- Jewel that began 400-year journey through European royalty in the crown of Henri IV’s second wife Maria Médicis sold for double the expected price

The eyecatching Beau Sancy diamond, the oldest diamond to go under the hammer at auction. Photograph: Fabrice Coffrini/AFP/Getty Images
As soon as she set eyes on the Beau Sancy diamond, Marie de Médicis, wife of the French king Henri IV, knew she wanted it, and she nagged her wayward husband until he bought it for her.
It was to bring neither of them great pleasure. In 1610, a day after her coronation – for which the large pear-shaped gem was set atop her crown – Henri was assassinated, leaving six children under the age of nine.
And so began the Beau Sancy’s 400-year journey through European royal history as it passed between warring and peacemaking monarchs in France, England, the Dutch Republic and Prussia.
On Tuesday the 34.98-carat jewel became the oldest diamond ever to go under the hammer at auction, selling for eight million francs (£5.3m) at Sotheby’s in Geneva, Switzerland. It was more than double the estimated top price.
“It is a very moving object,” said Sophie Dufresne, of Sotheby’s. “It is not just its perfect shape, but the impressive history that goes with it. There’s a kind of energy that radiates from it.”
The Beau Sancy, little sister of the Grand Sancy, now on display at the Louvre, in Paris, was believed to have been brought to France from India via Constantinople by the then ambassador of France, Nicolas de Harlay, Lord of Sancy, who gave the gem its name.
In 1604 the then queen consort was furious to discover that the bigger jewel had been sold, and set her heart on obtaining its sibling.
“She wanted that stone as soon as she knew that Nicolas de Harlay had sold le Grand Sancy to the king of England, James I, for his wife,” a Sotheby’s spokesperson told the Parisien newspaper.
King Henri was already in his 50s when he married De Médicis, daughter of the wealthy Italian aristocrats. He owed her Florentine family a considerable debt, which was conveniently written off when the couple wed, leading his mistress to nickname her “the fat banker”.
The relationship was tempestuous, not least of all because of his philandering. Henri was later killed by François Ravaillac, who wanted to stop the French king waging war against Spain.
In 1631, crippled with debts, De Médicis, now queen mother of France, fled to Brussels and later Amsterdam where she sold the Beau Sancy to the Dutch royal family, where it was used to seal the wedding of William II of Orange to Mary Stuart, daughter of King Charles I.

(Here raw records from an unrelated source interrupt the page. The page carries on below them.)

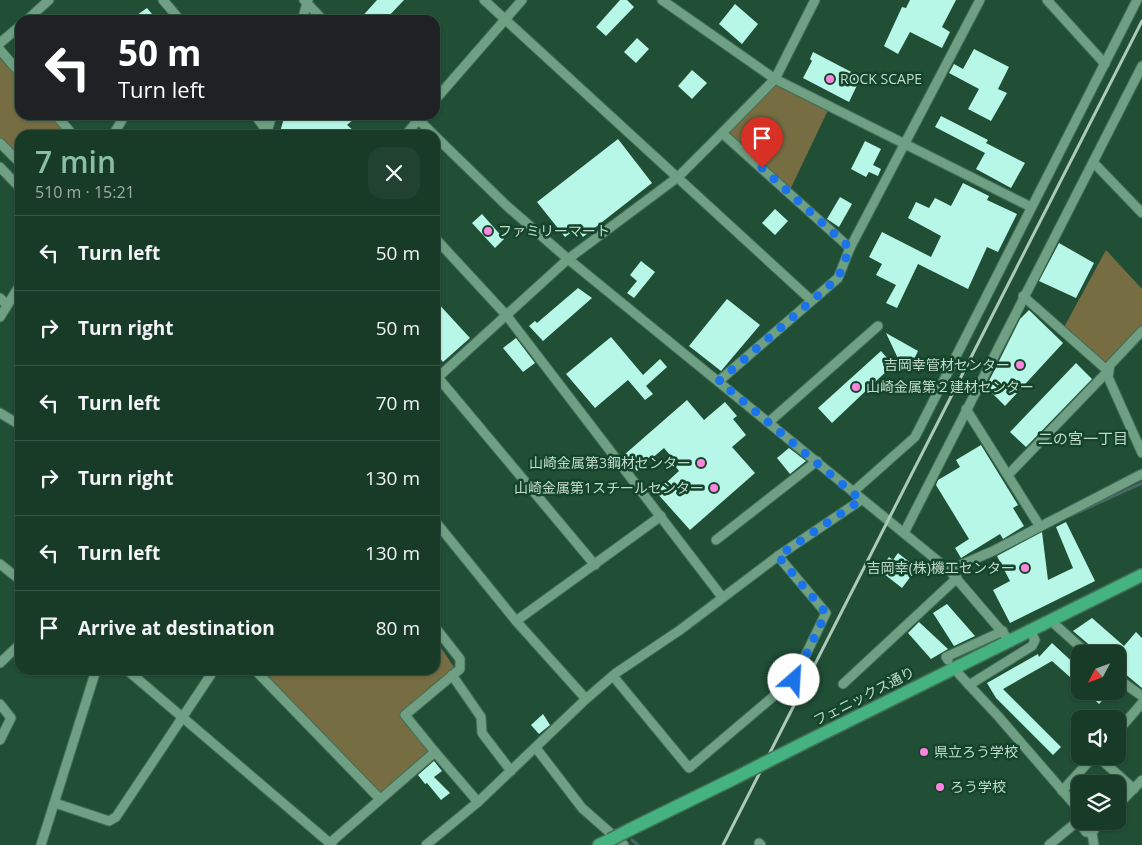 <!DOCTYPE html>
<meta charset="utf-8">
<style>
:root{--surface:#183b28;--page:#214230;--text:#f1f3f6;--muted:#9fada8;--line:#365545;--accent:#8abfa5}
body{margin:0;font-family:"Open Sans","Noto Sans JP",sans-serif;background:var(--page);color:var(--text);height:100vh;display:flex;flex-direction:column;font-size:19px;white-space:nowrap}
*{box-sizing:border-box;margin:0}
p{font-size:16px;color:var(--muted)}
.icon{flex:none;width:28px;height:28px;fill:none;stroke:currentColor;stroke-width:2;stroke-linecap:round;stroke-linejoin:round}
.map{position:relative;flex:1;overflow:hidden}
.panel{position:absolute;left:15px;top:130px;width:425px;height:545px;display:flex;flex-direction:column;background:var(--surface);border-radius:15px;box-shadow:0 1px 4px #0004,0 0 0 1px var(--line)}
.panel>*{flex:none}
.banner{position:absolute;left:15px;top:15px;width:425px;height:105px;border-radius:15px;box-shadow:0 1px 4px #0004,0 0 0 1px var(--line);background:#202124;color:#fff;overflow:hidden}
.needle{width:32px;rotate:229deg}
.controls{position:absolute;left:1071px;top:645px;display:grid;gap:10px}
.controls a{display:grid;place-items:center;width:55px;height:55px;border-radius:10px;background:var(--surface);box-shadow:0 1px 4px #0004,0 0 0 1px var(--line);font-size:25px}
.pin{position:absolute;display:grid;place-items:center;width:42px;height:42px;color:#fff;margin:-51px -21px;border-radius:50% 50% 50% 0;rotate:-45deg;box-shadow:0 0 5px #0007}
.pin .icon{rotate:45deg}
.me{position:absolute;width:55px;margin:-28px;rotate:26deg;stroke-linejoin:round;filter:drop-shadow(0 0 4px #0008)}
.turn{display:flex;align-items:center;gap:18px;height:105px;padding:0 20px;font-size:22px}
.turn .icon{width:65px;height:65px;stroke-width:2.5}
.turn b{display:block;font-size:35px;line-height:42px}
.round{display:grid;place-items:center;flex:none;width:52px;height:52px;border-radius:15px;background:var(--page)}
.head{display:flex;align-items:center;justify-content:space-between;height:85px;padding:0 20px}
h1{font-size:30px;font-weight:600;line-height:38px;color:var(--accent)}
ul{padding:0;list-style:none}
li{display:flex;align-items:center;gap:15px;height:75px;padding:0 20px;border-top:1px solid var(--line)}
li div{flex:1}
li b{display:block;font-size:19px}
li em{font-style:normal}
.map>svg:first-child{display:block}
.green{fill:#766d43}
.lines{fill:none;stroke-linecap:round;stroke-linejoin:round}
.stream{stroke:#4a6768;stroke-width:3}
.building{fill:#b7f7e7}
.minor-casing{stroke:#426d58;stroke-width:11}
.major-casing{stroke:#426d58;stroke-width:15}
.minor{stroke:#6fa083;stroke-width:9}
.major{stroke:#44b37f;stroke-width:12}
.rail{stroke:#adc9b8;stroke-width:3}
.major-bridge-casing{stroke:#426d58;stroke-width:15;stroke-linecap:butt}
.major-bridge{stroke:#44b37f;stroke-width:12}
.route{stroke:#1a73e8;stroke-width:9;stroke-dasharray:0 16.2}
.poi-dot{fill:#fe85df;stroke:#14442c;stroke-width:2}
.labels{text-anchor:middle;stroke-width:5;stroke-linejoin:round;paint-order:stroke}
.poi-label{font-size:14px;fill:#c2dbcb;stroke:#14442c;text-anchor:start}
.street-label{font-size:14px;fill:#c2dbcb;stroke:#14442c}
.neighbourhood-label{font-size:15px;fill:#c2dbcb;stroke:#14442c}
</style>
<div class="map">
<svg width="1142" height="845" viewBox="0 0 1142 845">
<rect width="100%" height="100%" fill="#204f36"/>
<g class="green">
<path d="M0,56L20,78V115H54L72,135H20V163L0,144Z"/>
<path d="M775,79L830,106L789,192L722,133Z"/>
<path d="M1106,250L1142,289V329L1106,366L1063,329Z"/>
<path d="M435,639L454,667L405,715L435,752L379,798L262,678L270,670H435Z"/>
</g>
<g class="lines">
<g class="stream">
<path d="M1070,516L1142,483"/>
<path d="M632,840L638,845"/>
</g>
</g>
<g class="building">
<path d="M377,0H404L385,20H359Z"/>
<path d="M620,0H627L634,7L606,36L596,27Z"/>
<path d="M910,0H956L942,27L950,32L942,48L910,32L898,54L884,46L902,7L906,8Z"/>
<path d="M735,4L758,24L742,44L719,24Z"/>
<path d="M147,8L157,20H130Z"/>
<path d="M637,38L649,49L636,63L624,52Z"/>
<path d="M974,49L1009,67L998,89L1007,93L991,121L968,109L979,89L949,73L954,64L963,69Z"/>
<path d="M813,52L861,77L849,102L803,78L812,61L810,59Z"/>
<path d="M692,70L707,83L692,99L678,86Z"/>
<path d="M285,115H351L354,119L347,125L359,135H279Z"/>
<path d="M941,116L988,140L986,143L1025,163L1011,188L976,169L985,153L935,127Z"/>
<path d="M618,139L652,183L583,237L577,228L565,237L537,202Z"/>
<path d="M865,141L881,149L873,165L881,169L878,176L869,172L866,177L851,169Z"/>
<path d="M963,183L989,196L987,200L1017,214L998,252L987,247L968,289L918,264L897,308L886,303L896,285L876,275L882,264L869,257L882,232L931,257L941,236L908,218L916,202L929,208L935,198L951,206Z"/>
<path d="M840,197L852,204L839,227L827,219Z"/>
<path d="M775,209L788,221L775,235L762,223Z"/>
<path d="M482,214L504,239L495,248L472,223Z"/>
<path d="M1059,243L1094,263L1076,298L1039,281Z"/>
<path d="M641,261L655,272L634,298L627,293L637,281L630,275Z"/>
<path d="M578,288L592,298L543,341L529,326L535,321L537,323Z"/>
<path d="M727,299L760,325L721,371L689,346Z"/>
<path d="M435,300L470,338L443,362L435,353Z"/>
<path d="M1029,310L1063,343L1005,406L986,387L1020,319Z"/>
<path d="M886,333L918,351L908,372L903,369Z"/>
<path d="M611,337L643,375L660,359L667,367L646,386L653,394L645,400L628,380L595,408L566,374Z"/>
<path d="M516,338L535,363L523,372L503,348Z"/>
<path d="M881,351L893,365L832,423L818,408Z"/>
<path d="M1076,363L1092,379L1026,447L1010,432Z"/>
<path d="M687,400L704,420L725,402L737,416L733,419L746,435L732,447L755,473L690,530L656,492L679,471L673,463L675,461L664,448L637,471L624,455Z"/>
<path d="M981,445L1018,505L1013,508L1024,526L1003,539L1000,534L961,558L955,548L969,539L936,485L938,480L960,467L956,460Z"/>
<path d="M789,448L806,461L790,474L777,458Z"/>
<path d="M1066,522L1095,581L1010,623L993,590L1010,581L997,556L1042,532L1048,580L1073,568L1056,527Z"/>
<path d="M898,553L917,568L902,588L879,570L889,557L893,560Z"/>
<path d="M947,604L975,636L954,646L933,613Z"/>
<path d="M1092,618L1124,646L1136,632L1142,638V688L1118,668V654H1100L1073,631Z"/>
<path d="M919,622L948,649L931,659L908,633Z"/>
<path d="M1052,643L1080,669V686L1052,661L1003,689L1061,747L1053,755L996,698L987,683L1038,654L1039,657Z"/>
<path d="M1085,691H1111L1099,704Z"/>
<path d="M543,714L550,725L539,734L531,725Z"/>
<path d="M434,761L442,771L434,777L450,793L441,800L427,783L425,784L418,775Z"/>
</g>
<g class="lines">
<defs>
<g id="minor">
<path d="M163,0L180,20"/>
<path d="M304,0L323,20"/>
<path d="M484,0L811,300"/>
<path d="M662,0L775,79L1031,207"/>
<path d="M1047,0L1105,64"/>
<path d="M27,20L49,0"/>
<path d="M302,20L308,0"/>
<path d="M0,43L20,26"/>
<path d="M0,50L20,73"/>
<path d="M435,100L522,0"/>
<path d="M56,115L73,135"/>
<path d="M255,115L267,131"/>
<path d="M414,115L434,135"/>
<path d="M722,133L850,248"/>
<path d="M113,135L125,115"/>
<path d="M266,135L272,115"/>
<path d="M406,135L421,116"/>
<path d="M435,136L508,207L568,259L949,570L1009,640"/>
<path d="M0,143L20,163"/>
<path d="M1093,162L1142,213"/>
<path d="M0,167L20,188"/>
<path d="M435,238L507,316L722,597"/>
<path d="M0,298L7,305"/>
<path d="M0,317L20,285"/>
<path d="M1142,331L1110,365L1108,377L1142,453"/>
<path d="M435,374L595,565"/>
<path d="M435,380L568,259L678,177L722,133L775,79L815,0"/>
<path d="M719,381L838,278L850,248L980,0"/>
<path d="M966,409L1039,525"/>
<path d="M0,413L20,425"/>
<path d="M769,422L878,326"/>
<path d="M1008,475L1108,371L1023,296"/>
<path d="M853,492L915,437L1137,0"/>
<path d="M435,521L516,621L586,699"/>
<path d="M904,533L1142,66"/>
<path d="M716,540L817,461"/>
<path d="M0,564L20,580"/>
<path d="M949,570L993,551L1142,474"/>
<path d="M1050,620L1088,654"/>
<path d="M516,621L661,516"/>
<path d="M1030,630L1035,640L1032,646L969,685L998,716L1080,811"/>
<path d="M948,660L946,657L1003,631"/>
<path d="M0,663L20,644"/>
<path d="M127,670L332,845"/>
<path d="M255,670L379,798"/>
<path d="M958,673L969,685"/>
<path d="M452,675L481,717L482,733L511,771"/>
<path d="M613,676L689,768L794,679L826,613L778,556"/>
<path d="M1118,679L1142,696"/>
<path d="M843,684L957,578"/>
<path d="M0,704L11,718L0,740"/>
<path d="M1118,731L1142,703"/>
<path d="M536,748L582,808L624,845"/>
<path d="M435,752L478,802"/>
<path d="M1097,756L1134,789"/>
<path d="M1062,791L1094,756"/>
<path d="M55,803L109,821L116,817L214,670"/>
<path d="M1118,805L1142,780"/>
<path d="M330,843L435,752L405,715L460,669V659L435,627"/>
<path d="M759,843L761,845"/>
<path d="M41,845L96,670"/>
<path d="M426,845L478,802L586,699L616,673L680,630L778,556L861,500"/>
<path d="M1049,845L1078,821L1086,832L1092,833"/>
<path d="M1094,845L1092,833L1100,821"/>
</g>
<g id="major">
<path d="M802,744L1142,575"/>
<path d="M629,830L735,778"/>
<path d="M599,845L610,840"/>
</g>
</defs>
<use href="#minor" class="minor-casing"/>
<use href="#major" class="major-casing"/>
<use href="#minor" class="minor"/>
<use href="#major" class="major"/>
<path class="rail" d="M723,845L1142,21"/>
<defs>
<g id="major-bridge">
<path d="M735,778L802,744"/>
<path d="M610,840L629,830"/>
</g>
</defs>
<use href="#major-bridge" class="major-bridge-casing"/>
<use href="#major-bridge" class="major-bridge"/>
</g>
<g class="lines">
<path class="route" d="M762,168L850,248L838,278L719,381L861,500L778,556L826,613L794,680"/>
</g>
<g class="poi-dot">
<circle cx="830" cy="79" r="5"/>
<circle cx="488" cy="231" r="5"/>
<circle cx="1020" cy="365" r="5"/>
<circle cx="856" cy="387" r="5"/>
<circle cx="701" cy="463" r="5"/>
<circle cx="714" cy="488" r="5"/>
<circle cx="1025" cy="568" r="5"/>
<circle cx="924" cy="752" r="5"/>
<circle cx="940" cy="787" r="5"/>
</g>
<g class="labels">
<g class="poi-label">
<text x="840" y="84">ROCK SCAPE</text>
<text x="498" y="236">ファミリーマート</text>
<text x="1010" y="370" text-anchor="end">吉岡幸管材センター</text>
<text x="866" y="392">山崎金属第２建材センター</text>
<text x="691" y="468" text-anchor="end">山崎金属第3鋼材センター</text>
<text x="704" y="493" text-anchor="end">山崎金属第1スチールセンター</text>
<text x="1015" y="573" text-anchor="end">吉岡幸(株)機工センター</text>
<text x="934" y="757">県立ろう学校</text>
<text x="950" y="792">ろう学校</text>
</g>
<g class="street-label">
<text transform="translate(864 696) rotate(-27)" y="5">フェニックス通り</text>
</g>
<g class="neighbourhood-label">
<text x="1083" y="444">二の宮一丁目</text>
</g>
</g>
</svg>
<div class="controls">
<a><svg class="needle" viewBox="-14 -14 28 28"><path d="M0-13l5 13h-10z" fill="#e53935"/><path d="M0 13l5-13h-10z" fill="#9fada8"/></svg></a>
<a><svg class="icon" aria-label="sound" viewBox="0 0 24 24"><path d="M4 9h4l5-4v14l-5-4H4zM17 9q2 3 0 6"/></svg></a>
<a><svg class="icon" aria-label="layers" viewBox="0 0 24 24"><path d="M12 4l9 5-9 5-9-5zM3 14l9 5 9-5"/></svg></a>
</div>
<div class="pin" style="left:762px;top:168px;background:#d93025"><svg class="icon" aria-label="arrive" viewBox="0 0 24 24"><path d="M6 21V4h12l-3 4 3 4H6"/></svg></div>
<svg class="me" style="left:794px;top:680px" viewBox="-20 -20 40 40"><circle r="19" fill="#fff"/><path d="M0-13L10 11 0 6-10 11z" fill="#1a73e8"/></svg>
<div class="banner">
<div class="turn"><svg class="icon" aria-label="left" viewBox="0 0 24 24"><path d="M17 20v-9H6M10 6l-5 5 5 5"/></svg><div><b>50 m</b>Turn left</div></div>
</div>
<section class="panel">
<div class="head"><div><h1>7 min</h1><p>510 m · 15:21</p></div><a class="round"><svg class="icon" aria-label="close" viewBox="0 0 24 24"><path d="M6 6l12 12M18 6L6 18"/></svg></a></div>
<ul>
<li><svg class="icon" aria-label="left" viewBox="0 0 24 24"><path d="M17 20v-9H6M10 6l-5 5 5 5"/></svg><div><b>Turn left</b></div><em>50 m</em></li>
<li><svg class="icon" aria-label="right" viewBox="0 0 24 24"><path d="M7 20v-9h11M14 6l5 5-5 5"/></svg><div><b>Turn right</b></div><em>50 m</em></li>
<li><svg class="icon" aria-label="left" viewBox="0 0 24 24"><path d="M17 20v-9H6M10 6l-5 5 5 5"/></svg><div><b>Turn left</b></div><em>70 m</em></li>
<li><svg class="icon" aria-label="right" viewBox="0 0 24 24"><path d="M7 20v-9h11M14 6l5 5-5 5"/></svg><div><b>Turn right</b></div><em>130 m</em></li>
<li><svg class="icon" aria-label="left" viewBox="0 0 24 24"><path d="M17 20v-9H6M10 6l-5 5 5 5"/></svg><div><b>Turn left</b></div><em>130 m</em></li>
<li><svg class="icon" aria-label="arrive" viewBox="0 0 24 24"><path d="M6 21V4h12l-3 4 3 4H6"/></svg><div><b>Arrive at destination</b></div><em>80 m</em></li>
</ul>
</section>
</div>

When William died, Stuart returned to England and pawned the jewel to fund her brother Charles II’s fight for the throne.
It returned to royal ownership when her son William III of Orange-Nassau married Mary II, with whom he jointly ruled England until her death in 1694. When he died without heirs, the Beau Sancy was returned to the Dutch family and then to the first Prussian kaiser, Frederick I, in 1701. It has passed down through generations of the House of Prussia until now.
The Beau Sancy was part of Sotheby’s Magnificent Jewels and Noble Jewels auction. The sale, in which most lots sold for much more than their guide price, also featured a historic diamond once owned by Charles Edward Stuart, better known as Bonnie Prince Charlie.
Other highlights of the sale included a necklace with a 41-carat detachable pear-shaped diamond, an emerald and diamond necklace designed by Bulgari in the 70s, and a sapphire and diamond ring dating from the 1930s that once belonged to Queen Victoria Eugenie of Spain.